Issues with Cross-Origin Resource Sharing (CORS) and WAF Turnstile Verification

What is the name of the domain?

What is the error number?

403 Error Code

What is the error message?

FetchError: The request failed and the interceptors did not return an alternative response

What is the issue you’re encountering

I’m encountering an issue involving CORS policies, specifically when using Cloudflare’s Web Application Firewall (WAF). I have a single-page application (SPA) and an API hosted on different subdomains. The setup works perfectly fine if I disable Chrome’s security settings, but with default security enabled, I am getting blocked by CORS-related issues. I’ve already ensured that my CORS headers are properly configured, but it seems that newer cross-origin policies might be causing these blocks. I’m not very familiar with these newer security headers and am struggling to determine how to configure them correctly for the SPA and API on different subdomains. I’m using Cloudflare’s WAF with Turnstile verification, and the cf-mitigate header might be preventing me from receiving a readable response. When the WAF blocks requests, I only get an HTML response back that I can’t read, resulting in a TypeError. I am not sure how to properly handle this header or configure the WAF to allow preflight requests, which would let me see the actual error details. Is there a specific way to handle Turnstile’s cf-mitigate response in order to ensure smooth communication between the SPA and API? I would greatly appreciate any guidance on how to resolve this issue. Alternatively, if there are specific settings I need to update in Cloudflare to allow cross-origin requests without compromising security, that would be immensely helpful. Thanks in advance for your assistance!

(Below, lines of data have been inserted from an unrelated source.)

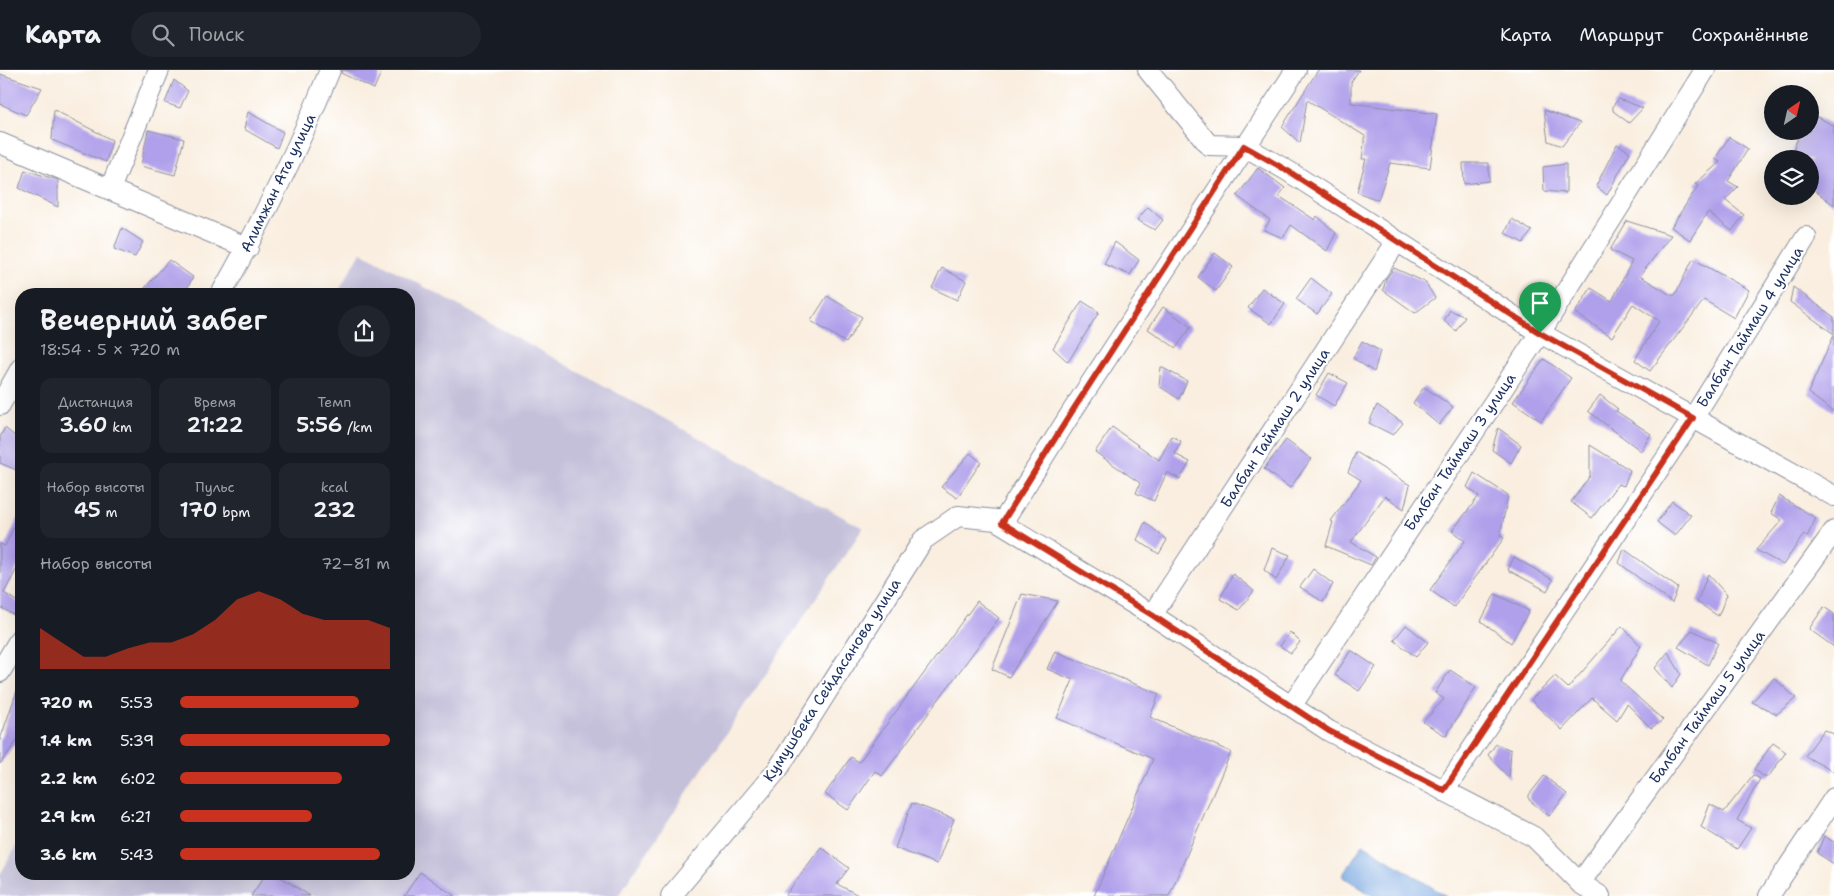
<!DOCTYPE html>
<html lang="ru">
<meta charset="utf-8">
<style>
:root{--surface:#171b24;--page:#20242c;--text:#f1f3f6;--muted:#9ea1a6;--line:#363941;--accent:#c8321e}
body{margin:0;font-family:"Shantell Sans",sans-serif;background:var(--page);color:var(--text);height:100vh;display:flex;flex-direction:column;font-size:19px;white-space:nowrap}
*{box-sizing:border-box;margin:0}
p{font-size:16px;color:var(--muted)}
.icon{flex:none;width:28px;height:28px;fill:none;stroke:currentColor;stroke-width:2;stroke-linecap:round;stroke-linejoin:round}
.map{position:relative;flex:1;overflow:hidden}
.details{position:absolute;left:15px;top:218px;width:400px;height:592px;display:flex;flex-direction:column;background:var(--surface);border-radius:20px;box-shadow:0 5px 20px #0002}
.details>*{flex:none}
.needle{width:32px;rotate:34deg}
.controls{position:absolute;left:1764px;top:15px;display:grid;gap:10px}
.controls a{display:grid;place-items:center;width:55px;height:55px;border-radius:50%;background:var(--surface);box-shadow:0 5px 20px #0002;font-size:25px}
.pin{position:absolute;display:grid;place-items:center;width:42px;height:42px;color:#fff;margin:-51px -21px;border-radius:50% 50% 50% 0;rotate:-45deg;box-shadow:0 0 5px #0007}
.pin .icon{rotate:45deg}
.round{display:grid;place-items:center;flex:none;width:52px;height:52px;border-radius:26px;background:var(--page)}
.headline{display:flex;align-items:center;justify-content:space-between;height:85px;padding:0 25px}
h1{font-size:28px;font-weight:600;line-height:38px}
.figures{display:grid;grid-template-columns:repeat(3,1fr);gap:8px;height:85px;padding:5px 25px}
.figures div{display:grid;align-content:center;border-radius:12px;background:var(--page);text-align:center}
.figures b{font-size:21px;font-weight:600}
.figures small{font-size:14px;font-weight:400}
.figures p{font-size:14px}
.chart{height:140px;padding:10px 25px}
.chart p{display:flex;justify-content:space-between}
.chart svg{width:100%;height:90px;margin-top:5px;fill:var(--accent);opacity:.7}
ul{padding:0 25px;list-style:none;font-size:16px}
li{display:grid;grid-template-columns:80px 60px 1fr;align-items:center;height:38px}
li i{height:12px;border-radius:6px;background:var(--accent)}
header{display:flex;align-items:center;gap:30px;box-sizing:border-box;height:70px;padding:0 25px;background:var(--surface);border-bottom:1px solid var(--line)}
header strong{font-size:24px}
nav{display:flex;gap:28px;margin-inline-start:auto;font-size:18px}
.search{width:350px;height:45px;background:var(--page);display:flex;align-items:center;gap:12px;box-sizing:border-box;padding:0 18px;border-radius:28px;color:var(--muted);font-size:19px}
.map>svg:first-child{display:block}
</style>
<header>
<strong>Карта</strong>
<div class="search"><svg class="icon" aria-label="search" viewBox="0 0 24 24"><circle cx="10" cy="10" r="6"/><path d="M15 15l6 6"/></svg>Поиск</div>
<nav><a>Карта</a><a>Маршрут</a><a>Сохранённые</a></nav>
</header>
<div class="map">
<svg width="1834" height="826" viewBox="0 0 1834 826">
<rect width="100%" height="100%" fill="#fff"/>
<filter id="ink" filterUnits="userSpaceOnUse"><feTurbulence type="fractalNoise" baseFrequency=".02" numOctaves="2"/><feDisplacementMap in="SourceGraphic" scale="10" xChannelSelector="R" yChannelSelector="G"/><feConvolveMatrix kernelMatrix="1 2 1 2 8 2 1 2 1" color-interpolation-filters="sRGB"/></filter>
<filter id="wash" filterUnits="userSpaceOnUse"><feTurbulence type="fractalNoise" baseFrequency=".0096" numOctaves="4" result="noise"/><feDisplacementMap in="SourceGraphic" scale="20" xChannelSelector="R" yChannelSelector="G"/><feGaussianBlur stdDeviation="1.12" result="paint"/><feColorMatrix in="noise" values="0 0 0 0 0 0 0 0 0 0 0 0 0 0 0 0 0 1.4 0 .05"/><feComposite in="paint" operator="in"/></filter>
<g filter="url(#wash)">
<rect width="100%" height="100%" fill="#f9eedf"/>
<path fill="#c5c0da" d="M361 182 863 458 618 826H0V805L21 768V804H409V224H337Z"/>
<path fill="#76a5df" stroke="#486a9e" d="M1363 774 1446 826H1373L1342 806Z"/>
<g id="blocks">
<g fill="#b0a0eb">
<path d="M342 0H382L374 19 341 3Z"/>
<path d="M1318 0H1359L1351 12V33L1437 44 1430 98 1390 93 1378 130 1357 122 1366 89H1362L1365 66 1307 30 1300 73 1282 57Z"/>
<path d="M0 4 42 18 26 45 0 34Z"/>
<path d="M174 10 188 21 180 38 165 33Z"/>
<path d="M1619 29 1643 38 1629 53 1613 41V35Z"/>
<path d="M54 40 112 70 106 92 52 70Z"/>
<path d="M1544 40 1580 53 1562 76 1548 71Z"/>
<path d="M248 42 283 62 277 78 244 59Z"/>
<path d="M1810 43 1834 56V135L1810 117V89H1789L1801 61H1810Z"/>
<path d="M148 60 184 69 175 105 141 96Z"/>
<path d="M1729 67 1748 79 1728 111 1738 117 1725 130 1744 145 1732 161 1708 142 1690 170 1671 157 1698 116 1695 114 1720 92 1715 89Z"/>
<path d="M1617 74 1630 82 1607 125 1596 116Z"/>
<path d="M1463 93H1489V111L1464 114Z"/>
<path d="M1566 94V123L1544 121 1543 97Z"/>
<path d="M1258 98 1285 118 1279 126 1315 150 1317 146 1336 163 1327 181 1291 155 1283 168 1264 160 1270 150 1237 126Z"/>
<path d="M25 100 58 110V137L19 118Z"/>
<path d="M1148 137 1163 150 1155 160 1137 150Z"/>
<path d="M1512 149 1532 161 1523 173 1505 163Z"/>
<path d="M1627 151 1671 165 1640 206 1671 225H1675L1693 189 1749 220 1734 248 1704 230 1650 301 1635 290 1659 251 1633 234 1612 267 1575 243 1591 218 1612 231 1632 191 1610 180Z"/>
<path d="M122 158 143 172 135 187 114 179Z"/>
<path d="M1115 172 1139 190 1130 205 1104 194Z"/>
<path d="M1215 183 1233 197 1216 221 1198 207Z"/>
<path d="M169 190 193 207 184 224H140Z"/>
<path d="M942 198 966 211 957 230 932 218Z"/>
<path d="M1394 198 1425 212 1435 228 1415 243 1383 220 1386 209Z"/>
<path d="M1311 208 1332 224 1317 244 1296 229Z"/>
<path d="M1793 217 1834 247V264L1790 232Z"/>
<path d="M1262 218 1285 234 1271 254 1248 238Z"/>
<path d="M827 226 862 247 846 273 811 251Z"/>
<path d="M1082 231 1099 242 1068 292 1053 278Z"/>
<path d="M1163 237 1191 257 1176 278 1148 259Z"/>
<path d="M1450 240 1465 247 1456 261 1444 251Z"/>
<path d="M1834 265V342L1808 323Z"/>
<path d="M1362 271 1380 281 1374 302 1353 288Z"/>
<path d="M1544 289 1571 308 1541 351 1513 332Z"/>
<path d="M1161 297 1187 311 1179 329 1159 316Z"/>
<path d="M1329 303 1348 313 1334 336 1316 325Z"/>
<path d="M1424 317 1453 337 1439 355 1413 333Z"/>
<path d="M1600 325 1618 339 1616 341 1651 364 1641 381 1588 341Z"/>
<path d="M1377 335 1403 353 1393 365 1369 353Z"/>
<path d="M1112 357 1159 390 1172 366 1181 371 1175 384 1190 392 1180 409 1167 402 1154 431 1136 423 1140 413 1095 382Z"/>
<path d="M5 358 21 371V402L0 393V367Z"/>
<path d="M1498 358 1521 375 1511 393 1492 380Z"/>
<path d="M1286 370 1311 389 1290 418 1264 399Z"/>
<path d="M1590 375 1630 400 1624 416 1618 414 1592 448 1571 432 1590 406Z"/>
<path d="M1356 382 1410 415 1404 439 1385 426 1351 472 1376 487 1371 495 1326 476 1333 452 1331 451 1361 410 1348 402Z"/>
<path d="M970 383 981 392 957 428 941 417Z"/>
<path d="M1474 403 1508 425 1500 466 1504 468 1454 537 1430 520 1465 471 1452 461 1479 426 1467 417Z"/>
<path d="M1779 426 1816 448 1807 467 1804 464 1783 495 1756 480 1782 450 1771 443Z"/>
<path d="M1672 431 1691 445 1675 466 1657 452Z"/>
<path d="M21 442V491L4 523 21 534V549L0 537V474L5 476Z"/>
<path d="M1145 452 1167 470 1159 484 1137 470Z"/>
<path d="M1272 478 1290 485 1276 510 1264 500Z"/>
<path d="M1624 479 1678 518 1672 533 1619 493Z"/>
<path d="M1514 487 1553 510 1547 521 1508 500Z"/>
<path d="M1313 499 1333 514 1323 532 1300 517Z"/>
<path d="M1233 504 1254 521 1239 540 1220 529Z"/>
<path d="M1708 504 1727 525 1718 546 1697 532Z"/>
<path d="M1022 524 1058 531 1009 607 992 599Z"/>
<path d="M1495 524 1529 541 1511 573 1481 551Z"/>
<path d="M977 531 999 548 882 706 875 701 848 740 825 724 851 687 859 692Z"/>
<path d="M1824 537 1834 544V577L1809 559Z"/>
<path d="M1406 555 1428 572 1416 587 1394 570Z"/>
<path d="M1622 556 1641 576 1620 611 1663 650 1651 658 1627 634 1617 650 1592 628 1562 660 1531 630 1555 606 1568 618Z"/>
<path d="M1692 560 1718 573 1708 595 1678 577Z"/>
<path d="M1290 562 1300 572 1291 583 1280 576Z"/>
<path d="M1351 580 1376 597 1359 621 1335 605Z"/>
<path d="M1055 581 1159 624 1150 647 1231 682 1169 826H1094L1153 689 1057 648 1073 610 1047 599Z"/>
<path d="M1668 582 1681 604 1672 618 1655 598Z"/>
<path d="M1450 600 1476 617 1446 666 1423 652 1444 629 1435 623Z"/>
<path d="M1774 608 1796 628 1777 644 1752 632Z"/>
<path d="M19 615H21V665L0 694V670Z"/>
<path d="M1824 660 1834 664V702L1805 686Z"/>
<path d="M1773 673 1786 682 1769 706H1763L1754 699Z"/>
<path d="M1496 674 1511 680 1509 708 1488 685Z"/>
<path d="M1753 705 1760 709 1737 750 1751 758 1737 779 1701 757 1710 734 1724 742Z"/>
<path d="M1544 706 1567 724 1549 746 1529 730V725Z"/>
<path d="M912 733 954 749 937 794 895 778Z"/>
<path d="M1824 766 1834 772V794L1817 783Z"/>
<path d="M821 777 849 798 837 814 860 826H785Z"/>
<path d="M420 802 455 826H404Z"/>
<path d="M266 804H276L310 826H251Z"/>
</g>
</g>
</g>
<g filter="url(#ink)">
<use href="#blocks" fill-opacity="0" stroke="#8a8e9e" stroke-width="1"/>
<g fill="none" stroke-linecap="round" stroke-linejoin="round">
<g stroke="#8a8e9e" stroke-width="22">
<g id="street">
<path d="M1148 0 1209 75 1244 76 1288 101 1540 263 1834 426"/>
<path d="M0 73 248 178"/>
<path d="M110 119 159 0"/>
<path d="M221 224C262 152 299 77 330 0"/>
<path d="M0 335 21 298"/>
<path d="M1002 453 1073 340 1296 0"/>
<path d="M1152 545 1397 171"/>
<path d="M0 602 21 567"/>
<path d="M1292 635 1540 263 1705 0"/>
<path d="M1444 721 1693 348 1806 167"/>
<path d="M1580 813 1834 461"/>
<path d="M671 826 778 699 923 470 958 446 996 450 1152 545 1329 661 1534 767 1580 813 1600 826"/>
<path d="M1769 826 1834 728"/>
</g>
</g>
<use href="#street" stroke="#fff" stroke-width="20"/>
</g>
</g>
<g fill="none" stroke-linecap="round" stroke-linejoin="round" filter="url(#ink)">
<g stroke="#fff" stroke-width="10">
<path id="route" d="M1244 76 1288 101 1540 263 1693 348 1444 720 1329 661 1152 545 1002 453 1073 340Z"/>
</g>
<use href="#route" stroke="#c8321e" stroke-width="6"/>
</g>
<g text-anchor="middle" dominant-baseline="central" stroke-width="4" stroke-linejoin="round" paint-order="stroke">
<g font-size="15" fill="#1b2f5e" stroke="#fff">
<text transform="translate(278 113) rotate(-64)">Алимжан Ата улица</text>
<text transform="translate(1750 257) rotate(-58)">Балбан Таймаш 4 улица</text>
<text transform="translate(1275 358) rotate(-57)">Балбан Таймаш 2 улица</text>
<text transform="translate(1460 382) rotate(-56)">Балбан Таймаш 3 улица</text>
<text transform="translate(832 610) rotate(-57)">Кумушбека Сейдасанова улица</text>
<text transform="translate(1707 637) rotate(-54)">Балбан Таймаш 5 улица</text>
</g>
</g>
</svg>
<div class="controls">
<a><svg class="needle" viewBox="-14 -14 28 28"><path d="M0-13l5 13h-10z" fill="#e53935"/><path d="M0 13l5-13h-10z" fill="#9ea1a6"/></svg></a>
<a><svg class="icon" aria-label="layers" viewBox="0 0 24 24"><path d="M12 4l9 5-9 5-9-5zM3 14l9 5 9-5"/></svg></a>
</div>
<div class="pin" style="left:1540px;top:263px;background:#1e9e55"><svg class="icon" aria-label="arrive" viewBox="0 0 24 24"><path d="M6 21V4h12l-3 4 3 4H6"/></svg></div>
<section class="details">
<div class="headline"><div><h1>Вечерний забег</h1><p>18:54 · 5 × 720 m</p></div><a class="round"><svg class="icon" aria-label="share" viewBox="0 0 24 24"><path d="M12 15V3M7 8l5-5 5 5M5 13v7h14v-7"/></svg></a></div>
<div class="figures">
<div><p>Дистанция</p><b>3.60<small> km</small></b></div>
<div><p>Время</p><b>21:22</b></div>
<div><p>Темп</p><b>5:56<small> /km</small></b></div>
</div>
<div class="figures">
<div><p>Набор высоты</p><b>45<small> m</small></b></div>
<div><p>Пульс</p><b>170<small> bpm</small></b></div>
<div><p>kcal</p><b>232</b></div>
</div>
<div class="chart"><p><span>Набор высоты</span>72–81 m</p>
<svg viewBox="0 0 160 44" preserveAspectRatio="none"><path d="M0 44V24L10 31L20 38L30 38L40 34L50 31L60 31L70 27L80 20L90 10L100 6L110 10L120 17L130 20L140 20L150 20L160 24V44z"/></svg>
</div>
<ul>
<li><b>720 m</b>5:53<i style="width:85%"></i></li>
<li><b>1.4 km</b>5:39<i style="width:100%"></i></li>
<li><b>2.2 km</b>6:02<i style="width:77%"></i></li>
<li><b>2.9 km</b>6:21<i style="width:63%"></i></li>
<li><b>3.6 km</b>5:43<i style="width:95%"></i></li>
</ul>
</section>
</div>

What steps have you taken to resolve the issue?

Ensured that the CORS headers are properly set on the API server.

Tested disabling Chrome’s security settings, which confirmed the setup works without CORS restrictions.

Ran a fetch inside the console with all necessary headers to ensure the issue was not related to the SPA.

Tried different WAF options related to the Turnstile challenge but ultimately chose the managed challenge.

What are the steps to reproduce the issue?

Host a single-page application (SPA) and an API on different subdomains.

Enable Cloudflare’s Web Application Firewall (WAF) and implement Turnstile verification.

Attempt to make a request from the SPA to the API that requires cross-origin access.

Observe that the WAF blocks the request, resulting in an HTML response that cannot be read by JavaScript, causing a TypeError.

Test disabling Chrome’s security settings, which allows the request to proceed without issues, indicating a CORS-related problem.

Still having this issue is anyone able to assist?

Still looking for an update can anyone help me out with this issue?

Still looking for a resolution if anyone can help

May I ask if the Access-Control-Allow-Origin HTTP header is present across those sub-domain(s)?
Are you trying to protect from some of the Access-Control-Allow-Methods or limit, block with a WAF rule?
Are those request(s) authorized for cf-mitigate (Turnstile)?

Hi Fritex, and thanks for getting back to me!

1. Yes, the Access-Control-Allow-Origin HTTP header is present across those sub-domains.
2. No, we are not trying to protect or limit any of the Access-Control-Allow-Methods or block with a WAF rule.
3. I’m not entirely sure what it means for the requests to be “authorized for cf-mitigate (Turnstile).” Could you clarify or provide more context?

Let me know if you need further details!

Thank you for feedback.

Related to this, I wonder if the request passed through between subdomains, if that’s possibly a way how the single-page appliaction works?

Is the Turnstile implemented on the form element itself, or?

Wonder if it kind of “remembers” when visitor navigates between SPA and sub-domain(s)? Might be it is not. It acts like pre-clearance isn’t working from my understanding.

Are you using Flexible or Full (Strict) SSL? Just wondering …

Blogpost reminded me on your case, but maybe it’s not the same what would help you

Is the APi on the other sub-domain does the API get 403 from the WAF rule in such situation? Despite you’re saying no WAF rule? Might be some other service which was triggered than, such as Bot Fight Mode?

Sorry for double-asking or asking dumb questions, trying to simplify where to go with troubleshooting first.